• **Task prompt**: Find every line below that contains the word "none" and copy it out.

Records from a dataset
════════

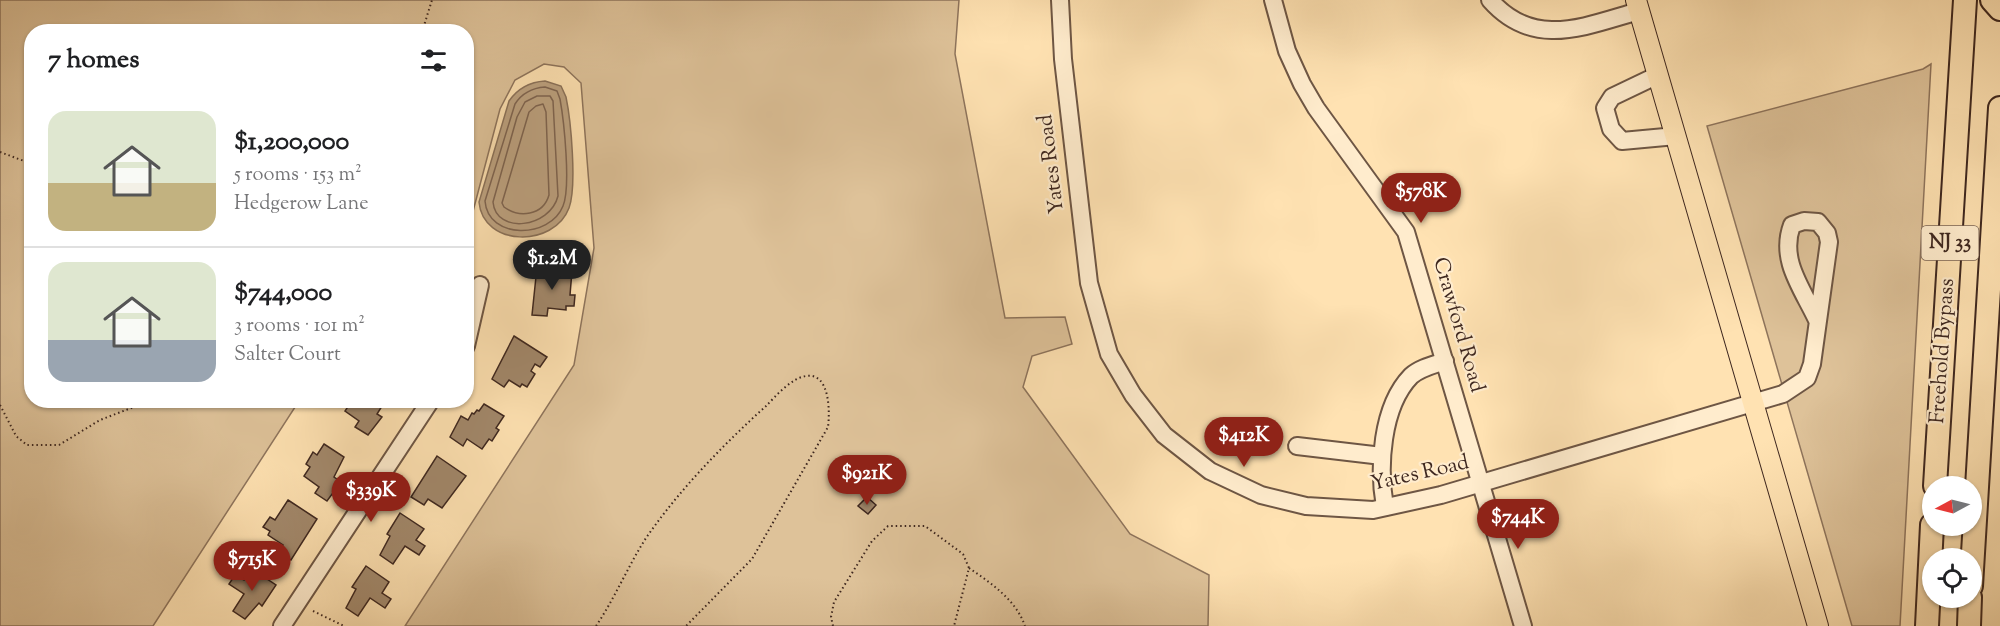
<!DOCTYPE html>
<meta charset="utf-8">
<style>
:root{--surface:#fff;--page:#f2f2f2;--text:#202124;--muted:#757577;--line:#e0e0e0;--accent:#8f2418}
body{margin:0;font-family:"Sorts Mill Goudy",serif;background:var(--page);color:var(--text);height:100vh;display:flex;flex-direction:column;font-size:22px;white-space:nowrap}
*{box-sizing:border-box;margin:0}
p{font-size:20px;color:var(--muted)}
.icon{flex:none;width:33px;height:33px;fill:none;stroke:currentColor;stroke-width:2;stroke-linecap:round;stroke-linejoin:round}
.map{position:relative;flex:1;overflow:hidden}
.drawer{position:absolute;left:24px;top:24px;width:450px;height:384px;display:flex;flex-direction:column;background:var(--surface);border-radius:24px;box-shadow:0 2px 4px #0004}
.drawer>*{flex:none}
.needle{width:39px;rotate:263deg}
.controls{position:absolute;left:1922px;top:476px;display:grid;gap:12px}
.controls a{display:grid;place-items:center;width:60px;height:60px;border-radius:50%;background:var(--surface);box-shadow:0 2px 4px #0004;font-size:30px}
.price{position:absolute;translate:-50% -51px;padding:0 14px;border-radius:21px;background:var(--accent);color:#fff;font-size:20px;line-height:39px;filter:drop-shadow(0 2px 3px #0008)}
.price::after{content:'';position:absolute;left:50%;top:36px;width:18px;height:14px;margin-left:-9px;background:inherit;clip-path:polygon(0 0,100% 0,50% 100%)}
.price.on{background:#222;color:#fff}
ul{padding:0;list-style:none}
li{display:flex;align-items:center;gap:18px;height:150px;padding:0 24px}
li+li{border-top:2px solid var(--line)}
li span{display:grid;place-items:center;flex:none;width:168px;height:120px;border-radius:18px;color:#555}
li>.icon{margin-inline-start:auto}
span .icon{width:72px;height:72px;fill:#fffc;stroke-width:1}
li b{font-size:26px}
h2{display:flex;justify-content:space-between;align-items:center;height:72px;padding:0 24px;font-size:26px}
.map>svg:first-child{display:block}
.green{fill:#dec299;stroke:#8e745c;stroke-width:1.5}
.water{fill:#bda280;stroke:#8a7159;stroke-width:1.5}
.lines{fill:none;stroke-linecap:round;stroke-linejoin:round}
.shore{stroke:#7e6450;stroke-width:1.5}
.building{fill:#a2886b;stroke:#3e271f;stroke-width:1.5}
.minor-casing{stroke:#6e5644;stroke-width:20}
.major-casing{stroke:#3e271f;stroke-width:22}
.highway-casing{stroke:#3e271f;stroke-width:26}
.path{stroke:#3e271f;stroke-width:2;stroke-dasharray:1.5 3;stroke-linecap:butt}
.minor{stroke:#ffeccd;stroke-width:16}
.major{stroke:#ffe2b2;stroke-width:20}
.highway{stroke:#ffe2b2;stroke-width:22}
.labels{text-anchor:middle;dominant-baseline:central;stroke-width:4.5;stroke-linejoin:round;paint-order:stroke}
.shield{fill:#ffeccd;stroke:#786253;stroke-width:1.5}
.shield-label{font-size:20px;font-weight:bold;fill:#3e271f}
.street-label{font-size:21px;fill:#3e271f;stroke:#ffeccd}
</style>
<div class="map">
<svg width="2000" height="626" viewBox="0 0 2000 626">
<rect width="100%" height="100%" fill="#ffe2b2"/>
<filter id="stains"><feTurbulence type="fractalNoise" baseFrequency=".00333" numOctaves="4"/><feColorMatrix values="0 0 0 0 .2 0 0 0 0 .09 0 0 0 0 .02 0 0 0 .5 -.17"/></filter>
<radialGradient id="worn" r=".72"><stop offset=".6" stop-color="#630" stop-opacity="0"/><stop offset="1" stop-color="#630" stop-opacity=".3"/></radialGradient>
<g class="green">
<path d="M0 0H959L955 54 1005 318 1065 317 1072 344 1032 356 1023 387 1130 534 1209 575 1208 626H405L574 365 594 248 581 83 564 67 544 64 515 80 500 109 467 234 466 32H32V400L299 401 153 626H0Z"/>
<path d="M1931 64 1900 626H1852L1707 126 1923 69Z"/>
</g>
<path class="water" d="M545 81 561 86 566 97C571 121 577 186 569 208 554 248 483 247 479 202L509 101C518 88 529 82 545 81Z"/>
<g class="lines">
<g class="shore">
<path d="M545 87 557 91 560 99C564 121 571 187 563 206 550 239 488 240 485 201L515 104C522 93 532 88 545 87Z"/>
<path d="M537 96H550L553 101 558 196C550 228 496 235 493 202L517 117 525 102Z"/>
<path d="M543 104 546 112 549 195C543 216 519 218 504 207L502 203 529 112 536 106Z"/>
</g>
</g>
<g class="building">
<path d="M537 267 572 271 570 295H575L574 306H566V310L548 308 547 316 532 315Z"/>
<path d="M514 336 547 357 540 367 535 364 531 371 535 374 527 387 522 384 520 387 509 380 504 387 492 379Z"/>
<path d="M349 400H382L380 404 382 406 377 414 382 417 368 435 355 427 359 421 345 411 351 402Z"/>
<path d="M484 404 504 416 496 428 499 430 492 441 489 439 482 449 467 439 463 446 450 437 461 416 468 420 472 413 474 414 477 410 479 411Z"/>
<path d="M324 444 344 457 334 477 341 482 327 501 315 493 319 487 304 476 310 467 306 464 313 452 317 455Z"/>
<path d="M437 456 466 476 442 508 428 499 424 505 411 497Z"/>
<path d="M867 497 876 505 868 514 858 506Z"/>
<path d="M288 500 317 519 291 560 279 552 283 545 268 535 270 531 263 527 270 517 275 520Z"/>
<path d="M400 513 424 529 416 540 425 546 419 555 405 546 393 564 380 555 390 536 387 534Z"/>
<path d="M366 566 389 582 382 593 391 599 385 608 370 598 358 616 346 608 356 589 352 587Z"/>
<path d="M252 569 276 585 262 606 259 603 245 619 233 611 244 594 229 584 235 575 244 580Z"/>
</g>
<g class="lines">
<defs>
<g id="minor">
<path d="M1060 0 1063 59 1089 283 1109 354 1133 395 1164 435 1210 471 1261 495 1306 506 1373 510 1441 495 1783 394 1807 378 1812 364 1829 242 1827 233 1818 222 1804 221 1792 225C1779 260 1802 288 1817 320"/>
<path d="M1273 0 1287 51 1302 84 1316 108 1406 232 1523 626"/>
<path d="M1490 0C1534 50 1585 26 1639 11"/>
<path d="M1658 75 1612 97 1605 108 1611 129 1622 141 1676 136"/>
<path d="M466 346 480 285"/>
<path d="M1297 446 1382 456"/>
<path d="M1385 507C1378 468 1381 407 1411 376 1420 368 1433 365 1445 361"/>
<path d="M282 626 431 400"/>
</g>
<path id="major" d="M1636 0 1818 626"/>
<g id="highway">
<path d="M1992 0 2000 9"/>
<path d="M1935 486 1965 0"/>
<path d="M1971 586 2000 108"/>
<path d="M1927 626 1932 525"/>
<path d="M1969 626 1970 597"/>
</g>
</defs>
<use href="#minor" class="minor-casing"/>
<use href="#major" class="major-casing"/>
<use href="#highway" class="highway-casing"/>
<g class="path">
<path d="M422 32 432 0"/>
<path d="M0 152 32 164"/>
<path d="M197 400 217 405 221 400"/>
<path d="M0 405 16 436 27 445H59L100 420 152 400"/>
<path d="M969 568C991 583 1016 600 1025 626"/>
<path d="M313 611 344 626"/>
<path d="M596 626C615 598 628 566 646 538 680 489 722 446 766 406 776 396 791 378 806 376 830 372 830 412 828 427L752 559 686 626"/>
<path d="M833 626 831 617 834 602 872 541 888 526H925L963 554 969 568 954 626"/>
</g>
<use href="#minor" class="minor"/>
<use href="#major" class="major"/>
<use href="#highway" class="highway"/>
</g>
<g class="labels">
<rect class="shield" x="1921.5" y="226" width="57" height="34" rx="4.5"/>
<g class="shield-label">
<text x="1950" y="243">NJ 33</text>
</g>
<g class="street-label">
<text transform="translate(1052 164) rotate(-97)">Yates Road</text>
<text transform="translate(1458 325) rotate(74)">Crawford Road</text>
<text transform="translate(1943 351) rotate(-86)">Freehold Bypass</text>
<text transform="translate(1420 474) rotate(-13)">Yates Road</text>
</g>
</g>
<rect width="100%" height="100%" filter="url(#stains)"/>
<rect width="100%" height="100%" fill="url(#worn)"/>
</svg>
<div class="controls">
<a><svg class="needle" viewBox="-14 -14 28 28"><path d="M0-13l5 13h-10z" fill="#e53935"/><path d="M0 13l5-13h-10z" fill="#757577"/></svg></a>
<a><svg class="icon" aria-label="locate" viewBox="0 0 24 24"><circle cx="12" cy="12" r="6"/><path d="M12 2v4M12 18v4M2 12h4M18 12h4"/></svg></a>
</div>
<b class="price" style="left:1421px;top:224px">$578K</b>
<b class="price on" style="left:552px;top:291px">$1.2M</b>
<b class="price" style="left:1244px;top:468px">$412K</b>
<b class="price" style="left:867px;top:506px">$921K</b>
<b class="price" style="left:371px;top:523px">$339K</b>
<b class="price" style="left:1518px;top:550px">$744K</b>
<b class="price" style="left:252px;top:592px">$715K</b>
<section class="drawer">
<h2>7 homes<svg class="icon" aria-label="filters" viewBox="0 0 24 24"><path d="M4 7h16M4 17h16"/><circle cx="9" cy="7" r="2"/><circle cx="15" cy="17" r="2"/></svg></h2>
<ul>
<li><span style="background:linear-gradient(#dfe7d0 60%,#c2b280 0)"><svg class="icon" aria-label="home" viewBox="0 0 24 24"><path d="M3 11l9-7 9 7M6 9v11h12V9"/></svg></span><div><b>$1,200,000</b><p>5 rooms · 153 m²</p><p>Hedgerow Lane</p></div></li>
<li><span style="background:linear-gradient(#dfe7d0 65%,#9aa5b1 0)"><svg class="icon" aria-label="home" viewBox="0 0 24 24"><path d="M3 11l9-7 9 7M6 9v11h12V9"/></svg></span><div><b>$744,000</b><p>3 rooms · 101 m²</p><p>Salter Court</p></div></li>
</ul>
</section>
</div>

════════

• **Task response**:
.icon{flex:none;width:33px;height:33px;fill:none;stroke:currentColor;stroke-width:2;stroke-linecap:round;stroke-linejoin:round}
.drawer>*{flex:none}
ul{padding:0;list-style:none}
li span{display:grid;place-items:center;flex:none;width:168px;height:120px;border-radius:18px;color:#555}
.lines{fill:none;stroke-linecap:round;stroke-linejoin:round}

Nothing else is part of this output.